Febuary is not the greatest time of year to cross the Gulf. There tends to be quite a few North'ers blow through, often one after another. So you should be aware of that. You might want to think about heading down to the tip of the Yucatan, then coming up to the Keys. Then you can go either way heading north. I draw 4 1/2 and was not able to go through the Okeechobee last May. And winter is the dry season here.


----------



## TSOJOURNER (Dec 16, 1999)

*Florida Bound*

Sorry I guess I got my dates messed up I do not plan to leave til late April or may. But that Idea to go to tip of the Yucatan, then coming up to the Keys might be best. any suggestions on the route and stops


----------



## PBzeer (Nov 11, 2002)

Are you going solo, or will you have crew? Also, what is your mast height?


----------



## TSOJOURNER (Dec 16, 1999)

I second PBzeer's suggestion. Okeechobee still is reporting low water depths. Even parts of the ICW can be a challenge at low tide with a 5' draft in the Daytona - Palm Coast area.

Kevin


----------



## xort (Aug 4, 2006)

last report I saw, last week, was Okechobie was at 4.5'. Dry season is here so it won't get any better for a while. Need a few hurricanes.


----------



## NOLAsailing (Sep 10, 2006)

You can also stay inside until you get to New Orleans and then take advantage of the MS sound islands and then the many dockage options along the Florida coast, if you want to avoid long distance solo sailing.


----------



## PorFin (Sep 10, 2007)

PBzeer said:


> Are you going solo, or will you have crew? Also, what is your mast height?


Master Chief,

Know that you've probably already seen this, but the Port Mayaca railroad bridge only lifts up to 49 feet --

Fair winds & following seas,
PF


----------



## TSOJOURNER (Dec 16, 1999)

Thanks for all the input and suggestions they really mean a lot.

To answer some of your questions, I called the Corp of Engeering and they said not to try it, as one of the locks is going to have some work done on it while the water is so low. So ..... Its straight across to the keys, or go the coastal route 
Really don't want to do this cause of the many Oil Rigs lighted and unlighted. (coast route) The straight route is shorter in sail time, but a long haul solo. There are three boats leaving the middle of Feb but I can not be ready by then.

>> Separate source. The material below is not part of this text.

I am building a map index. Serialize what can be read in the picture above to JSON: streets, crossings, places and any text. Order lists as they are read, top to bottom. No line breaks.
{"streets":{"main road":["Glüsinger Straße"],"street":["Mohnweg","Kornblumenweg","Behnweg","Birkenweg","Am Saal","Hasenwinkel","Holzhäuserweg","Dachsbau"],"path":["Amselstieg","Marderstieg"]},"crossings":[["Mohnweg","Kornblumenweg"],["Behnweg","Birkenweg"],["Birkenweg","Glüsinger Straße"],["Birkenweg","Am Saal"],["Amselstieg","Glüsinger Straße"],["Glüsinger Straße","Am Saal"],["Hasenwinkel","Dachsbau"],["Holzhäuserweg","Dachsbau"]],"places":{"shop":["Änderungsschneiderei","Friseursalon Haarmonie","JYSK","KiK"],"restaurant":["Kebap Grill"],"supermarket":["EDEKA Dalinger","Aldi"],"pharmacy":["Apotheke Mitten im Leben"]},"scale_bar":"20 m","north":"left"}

My mast height is 31 feet from the deck and total height from the water is about 7 ft. got to check this when she gets back in the water.

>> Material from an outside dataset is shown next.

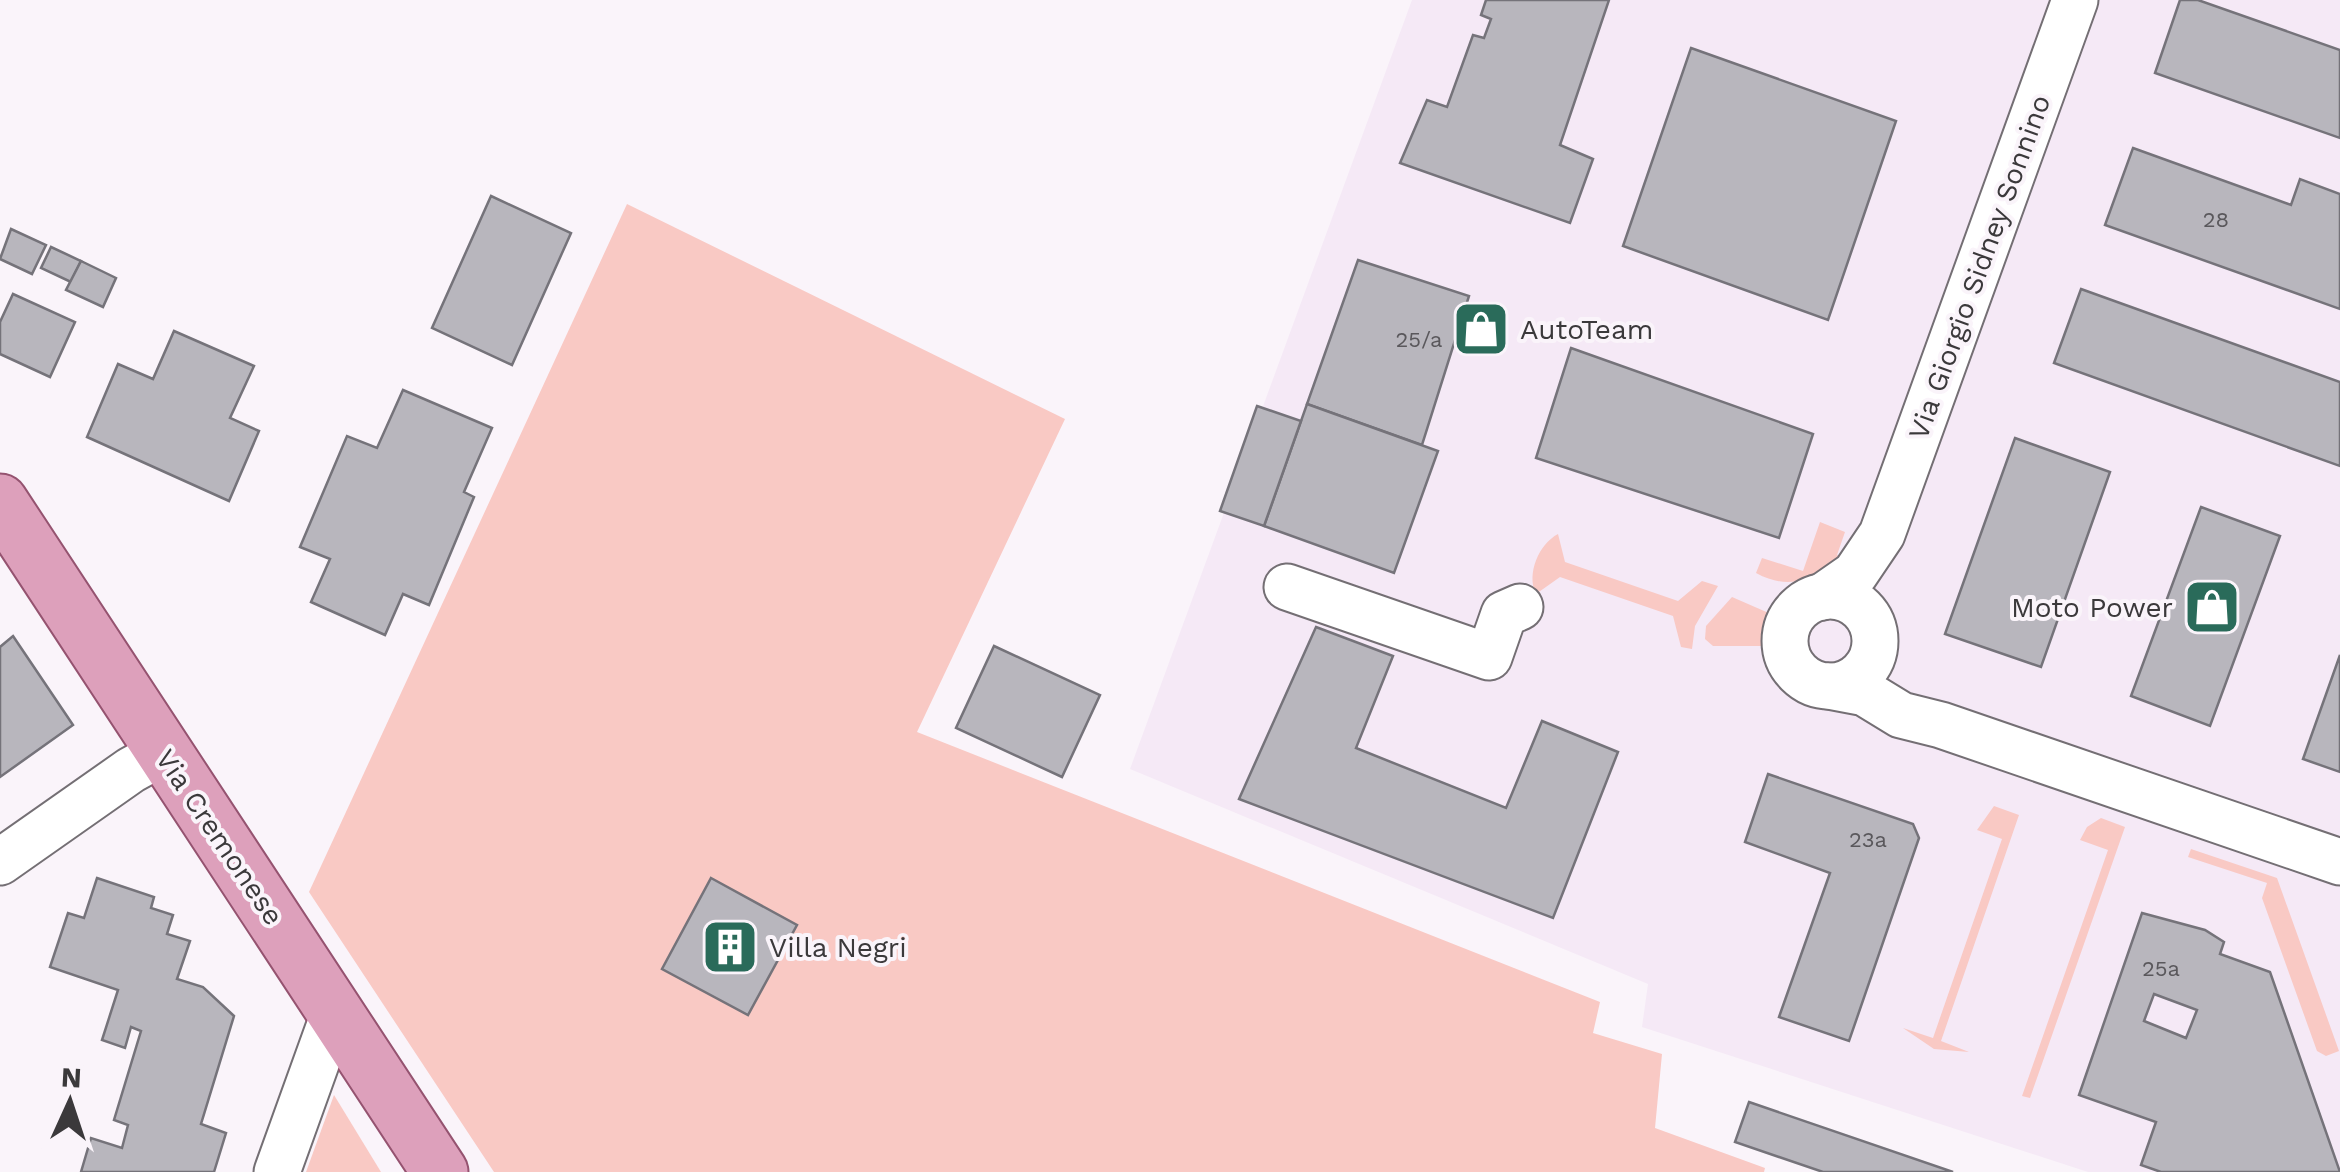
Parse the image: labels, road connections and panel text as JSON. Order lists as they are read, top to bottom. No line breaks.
{"streets":{"main road":["Via Cremonese"],"street":["Via Giorgio Sidney Sonnino"]},"places":{"shop":["AutoTeam","Moto Power"],"building":["Villa Negri"]},"house_numbers":["28","25/a","23a","25a"],"north":"top"}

As to single ..... Yes this will be solo trip so got to have a loud 30 min alarm to be sure I am up and ready for 30 min checks. The other alt is to go the CCW but god the cost of all the charts is un godly. So I am still checking my stats and options. 

Thanks a lot for all the input


----------



## PBzeer (Nov 11, 2002)

If you're going to try the Gulf, I'd try to find some crew at least to the Keys. There is a lot of stuff out there, and not all of it's lit.

What I ended up doing, heading east from Galveston, was ended up going up to the ICW at the Calciesu River in LA, then stayed on the ditch until passing New Orleans, then Offshore to Pensacola, inside to Destin, then 3 full days and nights to Tampa, offshore. Down the west coast of FL to the Channel 5 bridge at Long Key, then overnight hops up from there. Had to go inside from Fort Lauderdale to Fort Pierce though, due to weather.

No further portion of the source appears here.